Thais Klarge Minoda*

O Objetivo deste presente artigo é analisar o Jardim da Luz como um espaço de

sociabilidade entre os anos de 1870 a 1940 com o intuito de compreender as múltiplas

práticas sociais e culturais do espaço público mediadas pela cultura material. Neste

caso, analisaremos de que maneira os cartões postais e os relatos de viajantes

colaboraram para disseminar e afirmar imagens do Jardim da Luz como um espaço de

sociabilidade.

***

No Brasil, um dos primeiros espaços verdes existentes foi o Jardim da Luz em

São Paulo, criado pela Ordem régia de 19/12/1798, que autorizou a criação de três

viveiros de plantas: um no Recife, um no Rio de Janeiro e um em São Paulo. Os três

deveriam ser construídos nos moldes do que existia no Pará. (MARQUES, 1980, p. 12-

13 apud DIAS; OHTAKE, 2001, p. 24). Em 1800, Melo Castro, capitão general de São

Paulo, ordenou que se construísse um Horto Botânico com árvores exóticas e nativas

para distribuir para agricultores (DIAS; OTHAKE, 2001, p.24). Em 1825, o Horto

Botânico é transformado em Passeio Público e aberto à população.

A princípio, de acordo com as plantas do período, o Jardim apresentava uma

extensa área verde e seguia o modelo de um jardim francês: áreas simétricas, ângulos

retos, e utilização de ornamentos como espelho d’água e estátuas de mármore.

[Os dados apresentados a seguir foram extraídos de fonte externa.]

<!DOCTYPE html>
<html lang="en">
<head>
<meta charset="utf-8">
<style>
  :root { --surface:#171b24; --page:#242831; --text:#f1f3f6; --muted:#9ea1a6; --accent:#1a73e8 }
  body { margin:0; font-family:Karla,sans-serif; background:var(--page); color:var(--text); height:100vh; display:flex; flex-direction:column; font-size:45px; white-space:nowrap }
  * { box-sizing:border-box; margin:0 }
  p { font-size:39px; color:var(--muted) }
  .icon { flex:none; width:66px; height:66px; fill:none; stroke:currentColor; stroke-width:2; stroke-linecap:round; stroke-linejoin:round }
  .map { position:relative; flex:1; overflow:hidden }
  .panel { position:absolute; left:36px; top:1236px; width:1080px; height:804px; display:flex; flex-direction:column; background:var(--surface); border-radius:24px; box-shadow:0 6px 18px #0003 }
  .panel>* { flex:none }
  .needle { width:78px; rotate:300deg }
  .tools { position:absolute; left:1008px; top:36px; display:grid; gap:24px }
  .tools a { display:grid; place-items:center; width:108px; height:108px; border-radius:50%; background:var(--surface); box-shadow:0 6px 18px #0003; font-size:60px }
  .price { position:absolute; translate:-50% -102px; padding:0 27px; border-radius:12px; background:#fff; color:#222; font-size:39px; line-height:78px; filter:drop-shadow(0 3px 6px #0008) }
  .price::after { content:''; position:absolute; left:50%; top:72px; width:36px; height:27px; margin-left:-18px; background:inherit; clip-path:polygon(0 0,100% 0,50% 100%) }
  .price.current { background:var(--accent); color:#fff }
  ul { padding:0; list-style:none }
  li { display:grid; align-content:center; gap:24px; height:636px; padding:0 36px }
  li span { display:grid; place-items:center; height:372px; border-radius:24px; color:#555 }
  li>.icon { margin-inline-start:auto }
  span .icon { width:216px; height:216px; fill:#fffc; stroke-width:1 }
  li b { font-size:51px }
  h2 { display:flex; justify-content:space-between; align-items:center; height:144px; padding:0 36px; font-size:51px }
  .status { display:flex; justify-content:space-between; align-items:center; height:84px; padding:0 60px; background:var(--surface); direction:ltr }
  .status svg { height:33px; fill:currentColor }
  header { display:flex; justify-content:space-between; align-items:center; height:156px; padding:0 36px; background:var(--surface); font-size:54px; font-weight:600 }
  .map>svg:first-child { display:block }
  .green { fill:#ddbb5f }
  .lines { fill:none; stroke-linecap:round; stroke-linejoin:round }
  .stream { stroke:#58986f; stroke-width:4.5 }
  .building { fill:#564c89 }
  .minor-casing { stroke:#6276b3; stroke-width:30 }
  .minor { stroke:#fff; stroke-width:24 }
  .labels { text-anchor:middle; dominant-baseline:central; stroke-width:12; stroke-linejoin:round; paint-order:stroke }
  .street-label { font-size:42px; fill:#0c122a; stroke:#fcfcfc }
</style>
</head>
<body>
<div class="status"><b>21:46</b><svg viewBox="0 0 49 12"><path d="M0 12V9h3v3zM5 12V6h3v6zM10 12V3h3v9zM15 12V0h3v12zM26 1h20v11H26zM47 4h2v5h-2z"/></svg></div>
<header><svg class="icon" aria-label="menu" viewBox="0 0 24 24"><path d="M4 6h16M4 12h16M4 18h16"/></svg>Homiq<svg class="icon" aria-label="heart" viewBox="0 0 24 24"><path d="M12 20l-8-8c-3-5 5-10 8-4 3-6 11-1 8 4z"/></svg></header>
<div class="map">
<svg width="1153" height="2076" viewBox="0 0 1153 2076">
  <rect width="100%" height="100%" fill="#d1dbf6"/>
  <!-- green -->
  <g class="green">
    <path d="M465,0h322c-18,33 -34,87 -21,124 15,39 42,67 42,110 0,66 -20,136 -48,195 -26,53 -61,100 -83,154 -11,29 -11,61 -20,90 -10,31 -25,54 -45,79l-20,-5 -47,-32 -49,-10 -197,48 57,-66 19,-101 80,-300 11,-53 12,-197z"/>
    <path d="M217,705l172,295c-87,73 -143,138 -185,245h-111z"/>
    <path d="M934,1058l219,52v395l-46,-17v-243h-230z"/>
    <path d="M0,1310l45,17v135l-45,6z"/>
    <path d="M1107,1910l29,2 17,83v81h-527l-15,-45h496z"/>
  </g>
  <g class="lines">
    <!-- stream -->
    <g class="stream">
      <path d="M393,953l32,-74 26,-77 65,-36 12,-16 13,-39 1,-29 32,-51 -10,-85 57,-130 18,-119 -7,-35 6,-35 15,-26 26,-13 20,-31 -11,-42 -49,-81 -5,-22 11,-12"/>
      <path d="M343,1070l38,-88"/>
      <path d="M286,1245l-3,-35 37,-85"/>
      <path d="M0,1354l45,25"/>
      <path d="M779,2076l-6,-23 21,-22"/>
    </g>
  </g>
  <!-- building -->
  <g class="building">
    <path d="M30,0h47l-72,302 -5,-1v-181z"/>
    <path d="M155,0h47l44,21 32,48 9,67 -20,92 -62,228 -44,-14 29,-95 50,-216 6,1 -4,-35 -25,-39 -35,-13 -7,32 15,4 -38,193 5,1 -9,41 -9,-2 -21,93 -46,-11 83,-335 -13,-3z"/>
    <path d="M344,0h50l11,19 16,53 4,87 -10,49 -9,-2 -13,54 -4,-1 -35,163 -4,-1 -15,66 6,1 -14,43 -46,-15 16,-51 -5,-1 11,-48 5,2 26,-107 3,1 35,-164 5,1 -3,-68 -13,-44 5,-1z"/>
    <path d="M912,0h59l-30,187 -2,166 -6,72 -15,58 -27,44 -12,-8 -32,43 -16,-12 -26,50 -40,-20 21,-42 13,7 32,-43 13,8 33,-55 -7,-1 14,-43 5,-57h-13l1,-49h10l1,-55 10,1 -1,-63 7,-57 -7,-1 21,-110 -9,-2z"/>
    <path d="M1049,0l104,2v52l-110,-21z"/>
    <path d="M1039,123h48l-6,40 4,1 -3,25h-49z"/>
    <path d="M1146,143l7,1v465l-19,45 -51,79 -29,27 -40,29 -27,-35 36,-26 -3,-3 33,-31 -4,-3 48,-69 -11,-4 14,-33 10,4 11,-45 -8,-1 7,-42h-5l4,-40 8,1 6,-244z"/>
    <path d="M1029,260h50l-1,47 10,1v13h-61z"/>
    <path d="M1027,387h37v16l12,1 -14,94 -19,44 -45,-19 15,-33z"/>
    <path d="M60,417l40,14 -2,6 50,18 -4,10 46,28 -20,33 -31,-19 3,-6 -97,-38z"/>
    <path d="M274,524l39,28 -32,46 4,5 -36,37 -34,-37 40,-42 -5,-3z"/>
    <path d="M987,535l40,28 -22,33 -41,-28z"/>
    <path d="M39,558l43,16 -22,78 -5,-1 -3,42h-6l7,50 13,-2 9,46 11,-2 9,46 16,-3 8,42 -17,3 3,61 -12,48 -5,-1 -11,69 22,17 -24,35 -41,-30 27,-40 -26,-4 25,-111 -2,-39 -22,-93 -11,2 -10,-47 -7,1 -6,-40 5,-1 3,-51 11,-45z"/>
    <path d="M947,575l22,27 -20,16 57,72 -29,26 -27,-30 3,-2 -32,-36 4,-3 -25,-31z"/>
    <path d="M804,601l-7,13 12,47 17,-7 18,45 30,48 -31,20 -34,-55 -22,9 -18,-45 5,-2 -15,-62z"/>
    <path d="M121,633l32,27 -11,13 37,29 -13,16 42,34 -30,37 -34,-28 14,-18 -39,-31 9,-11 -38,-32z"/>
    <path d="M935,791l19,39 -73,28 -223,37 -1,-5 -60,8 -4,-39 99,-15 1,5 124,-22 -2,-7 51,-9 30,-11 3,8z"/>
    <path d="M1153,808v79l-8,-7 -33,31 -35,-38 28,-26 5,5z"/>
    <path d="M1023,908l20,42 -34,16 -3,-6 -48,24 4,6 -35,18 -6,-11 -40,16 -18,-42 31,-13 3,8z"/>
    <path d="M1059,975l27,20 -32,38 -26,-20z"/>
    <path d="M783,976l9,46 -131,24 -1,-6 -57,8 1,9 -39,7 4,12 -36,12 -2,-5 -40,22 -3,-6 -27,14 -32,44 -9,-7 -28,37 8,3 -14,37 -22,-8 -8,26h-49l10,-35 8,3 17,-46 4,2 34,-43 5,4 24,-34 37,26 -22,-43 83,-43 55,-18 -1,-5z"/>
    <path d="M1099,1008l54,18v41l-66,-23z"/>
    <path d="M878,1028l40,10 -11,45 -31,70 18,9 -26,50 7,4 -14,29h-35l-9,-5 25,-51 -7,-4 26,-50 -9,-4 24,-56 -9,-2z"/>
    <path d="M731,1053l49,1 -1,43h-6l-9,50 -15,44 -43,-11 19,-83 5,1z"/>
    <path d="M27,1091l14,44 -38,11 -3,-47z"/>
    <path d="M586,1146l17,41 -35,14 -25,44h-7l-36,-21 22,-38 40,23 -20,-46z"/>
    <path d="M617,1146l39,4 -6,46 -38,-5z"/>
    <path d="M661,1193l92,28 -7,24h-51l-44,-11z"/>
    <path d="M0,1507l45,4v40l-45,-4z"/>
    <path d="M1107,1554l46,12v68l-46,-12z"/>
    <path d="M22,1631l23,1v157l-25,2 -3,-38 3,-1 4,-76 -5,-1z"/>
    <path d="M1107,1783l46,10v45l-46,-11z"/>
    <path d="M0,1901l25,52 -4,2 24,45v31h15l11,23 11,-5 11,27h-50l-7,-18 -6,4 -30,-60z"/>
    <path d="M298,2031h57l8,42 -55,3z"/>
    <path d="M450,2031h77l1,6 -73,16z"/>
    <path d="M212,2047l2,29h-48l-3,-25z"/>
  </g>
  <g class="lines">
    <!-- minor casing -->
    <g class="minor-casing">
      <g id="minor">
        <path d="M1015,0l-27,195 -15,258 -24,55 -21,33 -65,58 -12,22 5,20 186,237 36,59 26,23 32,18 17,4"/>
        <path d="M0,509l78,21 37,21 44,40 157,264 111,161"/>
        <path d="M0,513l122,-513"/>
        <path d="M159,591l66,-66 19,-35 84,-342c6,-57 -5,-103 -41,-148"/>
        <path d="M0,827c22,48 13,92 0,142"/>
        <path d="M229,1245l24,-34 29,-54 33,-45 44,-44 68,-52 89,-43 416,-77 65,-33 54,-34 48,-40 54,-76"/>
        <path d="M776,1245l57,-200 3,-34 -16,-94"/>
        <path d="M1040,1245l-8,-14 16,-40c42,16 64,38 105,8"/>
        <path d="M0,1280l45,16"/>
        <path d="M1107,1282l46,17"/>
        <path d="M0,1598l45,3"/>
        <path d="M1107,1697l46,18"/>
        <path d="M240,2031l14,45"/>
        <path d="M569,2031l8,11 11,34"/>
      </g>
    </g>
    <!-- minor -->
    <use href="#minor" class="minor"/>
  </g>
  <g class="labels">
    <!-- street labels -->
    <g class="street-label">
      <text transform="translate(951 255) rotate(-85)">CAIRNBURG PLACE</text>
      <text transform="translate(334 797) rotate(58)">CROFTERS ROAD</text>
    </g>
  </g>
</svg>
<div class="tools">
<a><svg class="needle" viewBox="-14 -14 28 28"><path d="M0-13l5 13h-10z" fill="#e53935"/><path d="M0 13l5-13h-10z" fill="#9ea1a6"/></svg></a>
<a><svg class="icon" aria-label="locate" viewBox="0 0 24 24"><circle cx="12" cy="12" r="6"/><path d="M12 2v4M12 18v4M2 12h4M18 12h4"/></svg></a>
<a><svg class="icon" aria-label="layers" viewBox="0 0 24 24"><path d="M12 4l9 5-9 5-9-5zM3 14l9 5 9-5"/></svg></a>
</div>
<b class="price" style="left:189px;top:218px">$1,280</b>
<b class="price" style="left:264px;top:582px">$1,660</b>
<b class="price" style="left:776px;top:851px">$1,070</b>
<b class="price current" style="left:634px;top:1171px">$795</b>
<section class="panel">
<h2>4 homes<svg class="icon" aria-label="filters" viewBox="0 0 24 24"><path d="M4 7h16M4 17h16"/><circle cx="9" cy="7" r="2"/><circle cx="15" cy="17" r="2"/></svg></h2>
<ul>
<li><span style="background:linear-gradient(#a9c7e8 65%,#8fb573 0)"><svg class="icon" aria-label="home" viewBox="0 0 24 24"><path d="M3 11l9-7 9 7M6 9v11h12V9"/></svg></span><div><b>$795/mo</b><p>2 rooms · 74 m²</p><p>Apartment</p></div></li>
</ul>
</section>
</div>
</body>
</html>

De acordo com relatos de viajantes, o local era uma das poucas atividades de

lazer em São Paulo e apresentava muitos problemas de infraestrutura, principalmente no

que diz respeito ao encanamento de água. De acordo com o relato de um viajante

Foi na tarde de 06 de março de 1830 ao Jardim botânico e logo ao entrar

ficou admirado, observando ele ter se transformado em pasto de gado, visto,

que encontrou, soltos, dentro do jardim, oito bois de gado e um cavalo, que

soube de outros trabalhadores pertencerem ao jardineiro alemão, que ali não

se achava quando chegou o Dr. Almeida Torres, que foi informado que o

abuso datava já de muito tempo, e no lugar onde estavam os bois havia feito

* Mestranda em História Social pela Faculdade de Filosofia, Letras e Ciências Humanas da Universidade

de São Paulo (FFLCH-USP).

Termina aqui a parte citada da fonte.